→ What needs to be done: Copy the data that appears below exactly. Drop the pictures.
--- Entries shown ---
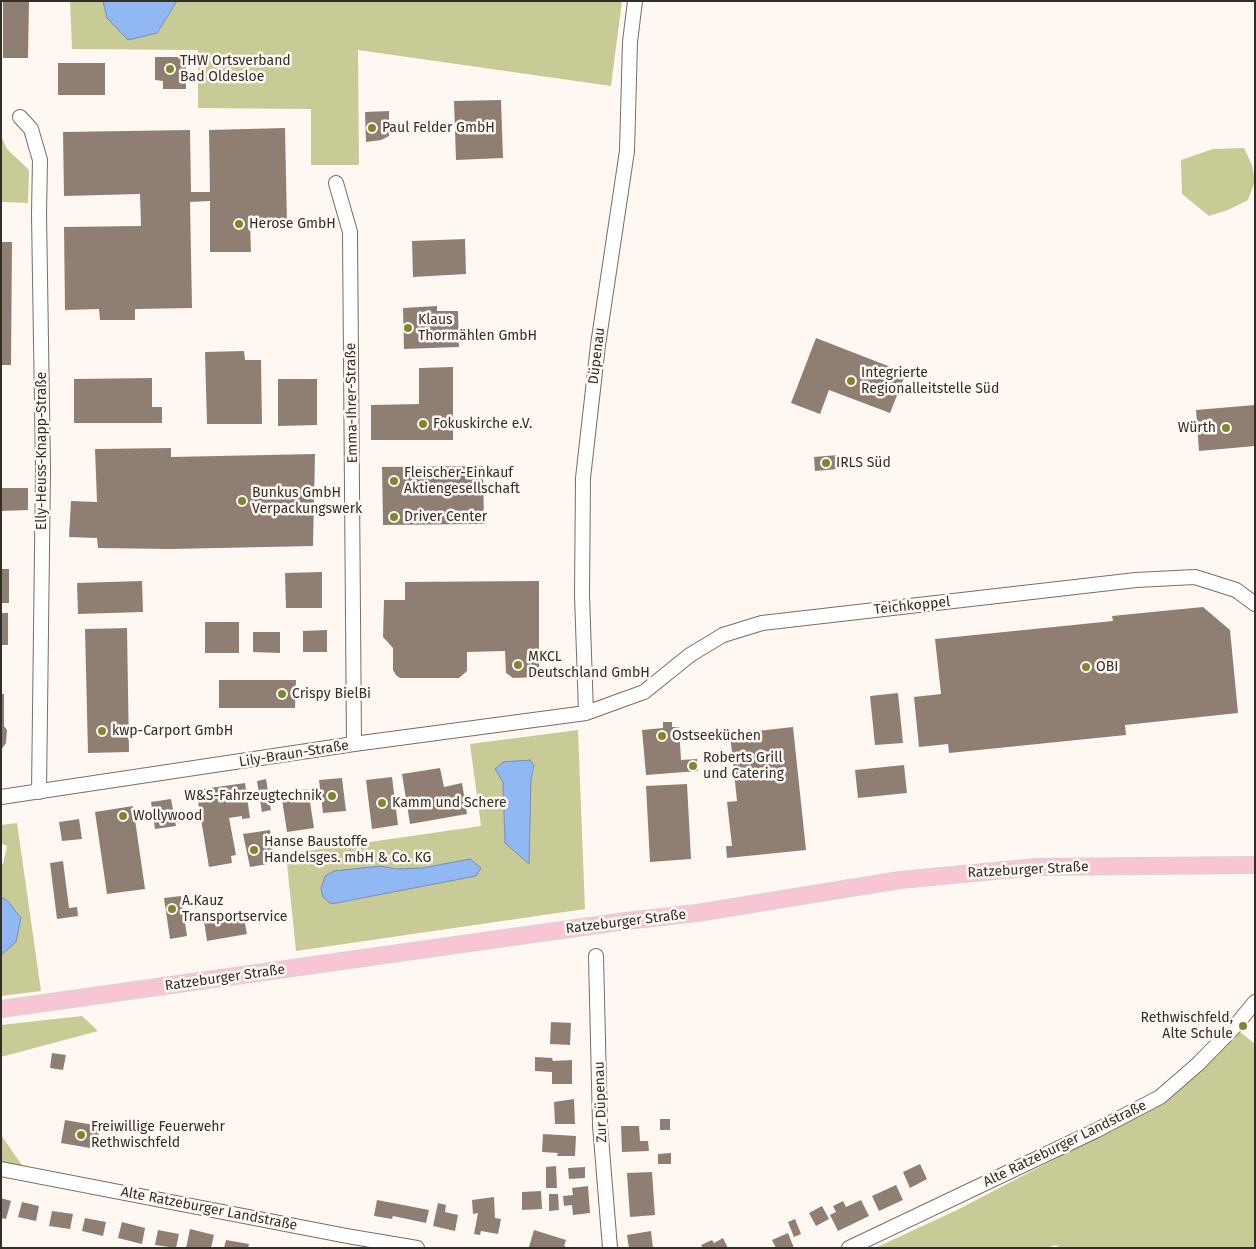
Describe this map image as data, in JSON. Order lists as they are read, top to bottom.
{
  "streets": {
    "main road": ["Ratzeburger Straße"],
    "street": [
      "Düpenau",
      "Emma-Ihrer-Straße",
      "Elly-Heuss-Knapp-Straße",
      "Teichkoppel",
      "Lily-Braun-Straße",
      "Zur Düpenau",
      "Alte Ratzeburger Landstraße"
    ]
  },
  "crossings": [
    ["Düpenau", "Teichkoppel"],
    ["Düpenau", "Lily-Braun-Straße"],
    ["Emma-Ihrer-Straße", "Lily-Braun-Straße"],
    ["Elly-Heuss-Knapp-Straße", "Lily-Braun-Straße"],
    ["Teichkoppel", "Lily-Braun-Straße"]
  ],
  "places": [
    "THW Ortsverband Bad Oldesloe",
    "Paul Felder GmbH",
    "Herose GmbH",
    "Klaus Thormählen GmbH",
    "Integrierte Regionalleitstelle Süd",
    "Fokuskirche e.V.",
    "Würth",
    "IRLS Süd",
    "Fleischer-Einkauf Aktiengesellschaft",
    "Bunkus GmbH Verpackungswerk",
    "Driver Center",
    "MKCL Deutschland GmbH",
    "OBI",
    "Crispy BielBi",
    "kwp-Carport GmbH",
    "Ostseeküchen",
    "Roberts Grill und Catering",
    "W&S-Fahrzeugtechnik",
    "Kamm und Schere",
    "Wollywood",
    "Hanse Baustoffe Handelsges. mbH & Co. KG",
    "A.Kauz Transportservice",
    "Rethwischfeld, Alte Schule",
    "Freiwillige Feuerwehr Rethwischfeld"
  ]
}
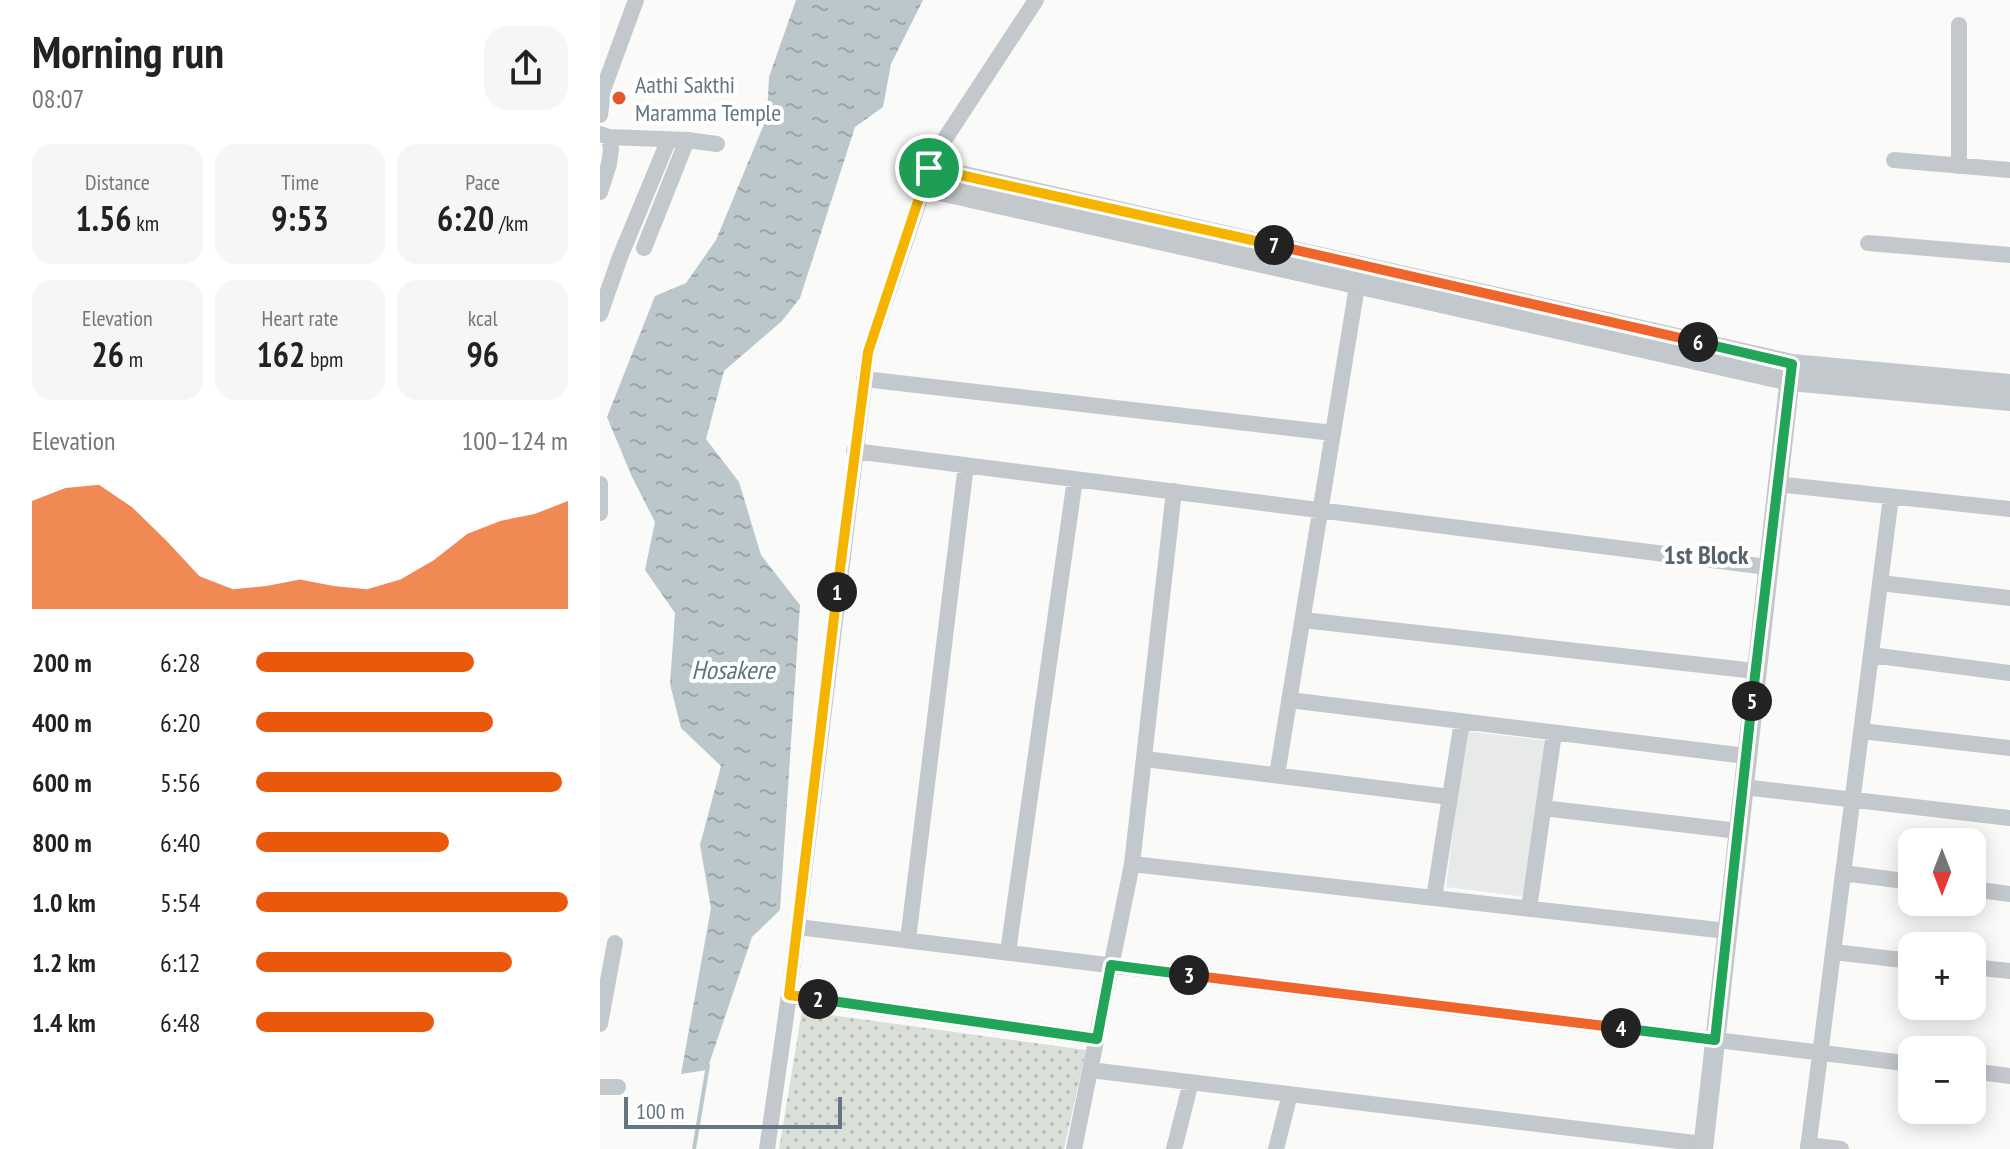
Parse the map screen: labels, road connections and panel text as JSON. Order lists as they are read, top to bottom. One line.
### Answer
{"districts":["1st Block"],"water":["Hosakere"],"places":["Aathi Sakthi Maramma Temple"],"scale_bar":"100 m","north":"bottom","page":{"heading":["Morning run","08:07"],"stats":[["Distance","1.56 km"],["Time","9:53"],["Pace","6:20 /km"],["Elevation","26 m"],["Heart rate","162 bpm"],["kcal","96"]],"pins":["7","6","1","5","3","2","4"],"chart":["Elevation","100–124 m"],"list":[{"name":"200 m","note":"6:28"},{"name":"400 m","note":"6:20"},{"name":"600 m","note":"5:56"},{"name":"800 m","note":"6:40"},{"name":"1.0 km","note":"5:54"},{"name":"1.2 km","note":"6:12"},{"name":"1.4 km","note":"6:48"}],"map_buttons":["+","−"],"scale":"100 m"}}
---
→ Solution for this problem:
Describe this map image as data, in JSON. Order lists as they are read, top to bottom.
{
  "streets": {
    "main road": ["Ratzeburger Straße"],
    "street": [
      "Düpenau",
      "Emma-Ihrer-Straße",
      "Elly-Heuss-Knapp-Straße",
      "Teichkoppel",
      "Lily-Braun-Straße",
      "Zur Düpenau",
      "Alte Ratzeburger Landstraße"
    ]
  },
  "crossings": [
    ["Düpenau", "Teichkoppel"],
    ["Düpenau", "Lily-Braun-Straße"],
    ["Emma-Ihrer-Straße", "Lily-Braun-Straße"],
    ["Elly-Heuss-Knapp-Straße", "Lily-Braun-Straße"],
    ["Teichkoppel", "Lily-Braun-Straße"]
  ],
  "places": [
    "THW Ortsverband Bad Oldesloe",
    "Paul Felder GmbH",
    "Herose GmbH",
    "Klaus Thormählen GmbH",
    "Integrierte Regionalleitstelle Süd",
    "Fokuskirche e.V.",
    "Würth",
    "IRLS Süd",
    "Fleischer-Einkauf Aktiengesellschaft",
    "Bunkus GmbH Verpackungswerk",
    "Driver Center",
    "MKCL Deutschland GmbH",
    "OBI",
    "Crispy BielBi",
    "kwp-Carport GmbH",
    "Ostseeküchen",
    "Roberts Grill und Catering",
    "W&S-Fahrzeugtechnik",
    "Kamm und Schere",
    "Wollywood",
    "Hanse Baustoffe Handelsges. mbH & Co. KG",
    "A.Kauz Transportservice",
    "Rethwischfeld, Alte Schule",
    "Freiwillige Feuerwehr Rethwischfeld"
  ]
}
Parse the map screen: labels, road connections and panel text as JSON. Order lists as they are read, top to bottom. One line.
### Answer
{"districts":["1st Block"],"water":["Hosakere"],"places":["Aathi Sakthi Maramma Temple"],"scale_bar":"100 m","north":"bottom","page":{"heading":["Morning run","08:07"],"stats":[["Distance","1.56 km"],["Time","9:53"],["Pace","6:20 /km"],["Elevation","26 m"],["Heart rate","162 bpm"],["kcal","96"]],"pins":["7","6","1","5","3","2","4"],"chart":["Elevation","100–124 m"],"list":[{"name":"200 m","note":"6:28"},{"name":"400 m","note":"6:20"},{"name":"600 m","note":"5:56"},{"name":"800 m","note":"6:40"},{"name":"1.0 km","note":"5:54"},{"name":"1.2 km","note":"6:12"},{"name":"1.4 km","note":"6:48"}],"map_buttons":["+","−"],"scale":"100 m"}}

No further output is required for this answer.